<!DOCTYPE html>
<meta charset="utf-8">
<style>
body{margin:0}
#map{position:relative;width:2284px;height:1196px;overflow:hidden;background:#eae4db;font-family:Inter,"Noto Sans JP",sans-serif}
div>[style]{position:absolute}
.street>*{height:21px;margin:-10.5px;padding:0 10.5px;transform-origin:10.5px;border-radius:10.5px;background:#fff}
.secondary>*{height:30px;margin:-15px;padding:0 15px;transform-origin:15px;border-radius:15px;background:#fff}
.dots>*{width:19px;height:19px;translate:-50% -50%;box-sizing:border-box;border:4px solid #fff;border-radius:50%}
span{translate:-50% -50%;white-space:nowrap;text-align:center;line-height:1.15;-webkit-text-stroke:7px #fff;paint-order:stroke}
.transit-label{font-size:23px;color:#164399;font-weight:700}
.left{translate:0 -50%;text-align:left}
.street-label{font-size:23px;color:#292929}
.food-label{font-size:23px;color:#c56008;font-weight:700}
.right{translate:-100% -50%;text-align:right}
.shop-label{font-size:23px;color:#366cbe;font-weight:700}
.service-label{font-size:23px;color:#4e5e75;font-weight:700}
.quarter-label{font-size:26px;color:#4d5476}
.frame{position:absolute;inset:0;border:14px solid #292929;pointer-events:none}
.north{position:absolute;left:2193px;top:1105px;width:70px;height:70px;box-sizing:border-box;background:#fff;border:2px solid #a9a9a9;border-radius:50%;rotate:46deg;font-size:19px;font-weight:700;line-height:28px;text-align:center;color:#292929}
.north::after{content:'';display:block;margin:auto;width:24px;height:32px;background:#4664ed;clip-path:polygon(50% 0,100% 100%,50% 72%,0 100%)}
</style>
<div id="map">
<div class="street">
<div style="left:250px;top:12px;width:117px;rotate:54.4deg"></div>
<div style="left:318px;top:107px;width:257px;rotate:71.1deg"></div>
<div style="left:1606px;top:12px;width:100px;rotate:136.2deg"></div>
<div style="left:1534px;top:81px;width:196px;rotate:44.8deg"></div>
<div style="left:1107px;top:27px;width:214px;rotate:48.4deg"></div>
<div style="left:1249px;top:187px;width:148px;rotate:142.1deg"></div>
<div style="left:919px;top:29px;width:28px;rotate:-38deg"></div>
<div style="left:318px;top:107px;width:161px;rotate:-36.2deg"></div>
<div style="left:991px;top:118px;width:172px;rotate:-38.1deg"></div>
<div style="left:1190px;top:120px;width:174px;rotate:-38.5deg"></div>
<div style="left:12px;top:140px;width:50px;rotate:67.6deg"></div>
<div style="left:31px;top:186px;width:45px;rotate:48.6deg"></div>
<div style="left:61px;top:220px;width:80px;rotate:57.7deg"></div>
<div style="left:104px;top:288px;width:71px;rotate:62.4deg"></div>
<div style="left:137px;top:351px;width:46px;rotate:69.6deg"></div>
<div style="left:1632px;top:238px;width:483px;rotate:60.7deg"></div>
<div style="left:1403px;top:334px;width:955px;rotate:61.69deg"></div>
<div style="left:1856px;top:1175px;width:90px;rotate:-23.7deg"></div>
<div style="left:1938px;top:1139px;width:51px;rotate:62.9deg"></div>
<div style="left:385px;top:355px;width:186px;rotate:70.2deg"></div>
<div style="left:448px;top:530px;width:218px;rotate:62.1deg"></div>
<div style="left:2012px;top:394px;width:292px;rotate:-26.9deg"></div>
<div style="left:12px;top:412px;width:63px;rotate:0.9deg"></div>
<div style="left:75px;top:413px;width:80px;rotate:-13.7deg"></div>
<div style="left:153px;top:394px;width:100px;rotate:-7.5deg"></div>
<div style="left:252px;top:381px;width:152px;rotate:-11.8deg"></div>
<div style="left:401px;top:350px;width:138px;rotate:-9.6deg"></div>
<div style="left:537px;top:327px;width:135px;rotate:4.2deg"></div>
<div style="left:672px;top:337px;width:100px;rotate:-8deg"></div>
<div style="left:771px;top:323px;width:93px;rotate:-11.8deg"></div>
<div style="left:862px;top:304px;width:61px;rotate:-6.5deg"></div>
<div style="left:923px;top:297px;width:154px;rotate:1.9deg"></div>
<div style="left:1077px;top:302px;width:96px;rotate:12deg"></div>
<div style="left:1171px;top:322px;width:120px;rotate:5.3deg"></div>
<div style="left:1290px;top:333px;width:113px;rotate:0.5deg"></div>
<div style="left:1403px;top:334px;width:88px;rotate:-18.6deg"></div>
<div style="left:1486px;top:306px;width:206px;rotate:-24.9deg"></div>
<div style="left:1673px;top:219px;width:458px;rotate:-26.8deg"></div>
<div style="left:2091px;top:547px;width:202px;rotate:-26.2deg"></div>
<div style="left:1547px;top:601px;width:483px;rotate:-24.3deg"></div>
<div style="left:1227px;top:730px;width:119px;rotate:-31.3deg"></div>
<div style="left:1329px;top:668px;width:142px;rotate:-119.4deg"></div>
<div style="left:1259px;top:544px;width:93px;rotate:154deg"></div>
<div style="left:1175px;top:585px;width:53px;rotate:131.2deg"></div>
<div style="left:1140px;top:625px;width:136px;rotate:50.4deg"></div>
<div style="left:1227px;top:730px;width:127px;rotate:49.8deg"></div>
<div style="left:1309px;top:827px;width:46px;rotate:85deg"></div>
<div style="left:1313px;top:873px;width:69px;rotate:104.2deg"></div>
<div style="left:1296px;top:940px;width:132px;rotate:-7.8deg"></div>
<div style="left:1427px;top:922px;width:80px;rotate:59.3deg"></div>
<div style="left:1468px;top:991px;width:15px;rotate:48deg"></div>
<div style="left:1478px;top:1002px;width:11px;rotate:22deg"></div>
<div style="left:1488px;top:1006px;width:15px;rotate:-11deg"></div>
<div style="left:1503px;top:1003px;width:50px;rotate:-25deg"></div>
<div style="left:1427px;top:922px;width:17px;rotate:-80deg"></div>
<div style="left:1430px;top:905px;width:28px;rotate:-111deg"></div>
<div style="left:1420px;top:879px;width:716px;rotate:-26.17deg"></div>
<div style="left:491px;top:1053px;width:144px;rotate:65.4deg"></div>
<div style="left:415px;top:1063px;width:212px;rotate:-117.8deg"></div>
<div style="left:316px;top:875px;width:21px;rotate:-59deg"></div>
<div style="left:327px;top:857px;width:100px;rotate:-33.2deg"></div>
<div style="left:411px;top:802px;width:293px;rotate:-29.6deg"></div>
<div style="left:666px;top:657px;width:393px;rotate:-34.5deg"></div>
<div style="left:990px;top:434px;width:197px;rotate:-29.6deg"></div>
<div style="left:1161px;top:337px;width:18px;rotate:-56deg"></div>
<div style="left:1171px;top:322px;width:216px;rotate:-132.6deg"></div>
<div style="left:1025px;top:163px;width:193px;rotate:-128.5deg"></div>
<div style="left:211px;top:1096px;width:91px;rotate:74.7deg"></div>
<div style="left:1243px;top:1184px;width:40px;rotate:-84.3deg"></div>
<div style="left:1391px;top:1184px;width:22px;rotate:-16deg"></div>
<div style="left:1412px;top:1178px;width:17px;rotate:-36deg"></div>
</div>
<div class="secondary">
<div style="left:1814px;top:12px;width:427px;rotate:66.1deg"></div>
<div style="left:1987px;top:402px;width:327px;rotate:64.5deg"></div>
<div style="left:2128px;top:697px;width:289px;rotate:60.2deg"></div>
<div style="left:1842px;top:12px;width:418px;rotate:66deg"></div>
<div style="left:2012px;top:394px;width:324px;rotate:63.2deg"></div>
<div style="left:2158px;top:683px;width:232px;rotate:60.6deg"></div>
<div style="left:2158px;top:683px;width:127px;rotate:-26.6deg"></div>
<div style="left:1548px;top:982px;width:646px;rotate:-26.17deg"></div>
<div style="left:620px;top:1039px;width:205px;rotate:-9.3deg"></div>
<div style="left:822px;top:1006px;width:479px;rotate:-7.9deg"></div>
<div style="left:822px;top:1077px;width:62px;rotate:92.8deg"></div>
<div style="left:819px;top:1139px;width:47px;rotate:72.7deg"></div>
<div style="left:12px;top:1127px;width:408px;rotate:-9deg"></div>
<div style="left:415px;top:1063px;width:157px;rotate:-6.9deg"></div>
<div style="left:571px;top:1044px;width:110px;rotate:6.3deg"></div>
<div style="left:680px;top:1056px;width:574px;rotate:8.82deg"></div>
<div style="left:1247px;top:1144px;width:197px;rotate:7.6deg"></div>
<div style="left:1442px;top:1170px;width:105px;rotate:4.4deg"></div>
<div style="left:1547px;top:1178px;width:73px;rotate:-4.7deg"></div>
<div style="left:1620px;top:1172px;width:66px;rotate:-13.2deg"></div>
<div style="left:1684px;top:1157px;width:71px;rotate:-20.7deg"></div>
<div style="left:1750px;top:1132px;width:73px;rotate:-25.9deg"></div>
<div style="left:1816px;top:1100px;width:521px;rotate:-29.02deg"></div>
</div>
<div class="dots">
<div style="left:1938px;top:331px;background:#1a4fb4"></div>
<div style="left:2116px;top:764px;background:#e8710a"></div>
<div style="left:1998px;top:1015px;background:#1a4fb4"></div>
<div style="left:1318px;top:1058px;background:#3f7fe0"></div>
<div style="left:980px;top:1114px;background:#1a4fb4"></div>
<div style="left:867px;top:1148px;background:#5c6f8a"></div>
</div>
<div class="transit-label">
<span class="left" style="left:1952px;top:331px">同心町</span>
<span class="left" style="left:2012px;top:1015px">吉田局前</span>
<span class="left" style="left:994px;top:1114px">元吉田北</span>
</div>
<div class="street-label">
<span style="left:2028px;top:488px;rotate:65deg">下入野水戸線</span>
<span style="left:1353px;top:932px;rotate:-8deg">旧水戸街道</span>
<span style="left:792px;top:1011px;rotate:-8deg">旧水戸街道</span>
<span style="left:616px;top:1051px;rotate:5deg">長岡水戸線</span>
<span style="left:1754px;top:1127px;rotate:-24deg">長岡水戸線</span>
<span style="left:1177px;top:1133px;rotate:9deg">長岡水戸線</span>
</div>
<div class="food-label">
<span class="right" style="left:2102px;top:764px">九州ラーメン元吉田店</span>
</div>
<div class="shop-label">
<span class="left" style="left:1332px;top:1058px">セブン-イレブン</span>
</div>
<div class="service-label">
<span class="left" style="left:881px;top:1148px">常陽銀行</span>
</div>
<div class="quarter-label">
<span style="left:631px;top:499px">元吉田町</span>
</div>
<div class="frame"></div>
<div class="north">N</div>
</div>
□ □ □
◆ REQUIREMENT ◆
Lines holding the word "street" in the entries above are the ones to pull out. Copy them all.

◆ YOUR RESPONSE ◆
.street>*{height:21px;margin:-10.5px;padding:0 10.5px;transform-origin:10.5px;border-radius:10.5px;background:#fff}
.street-label{font-size:23px;color:#292929}
<div class="street">
<div class="street-label">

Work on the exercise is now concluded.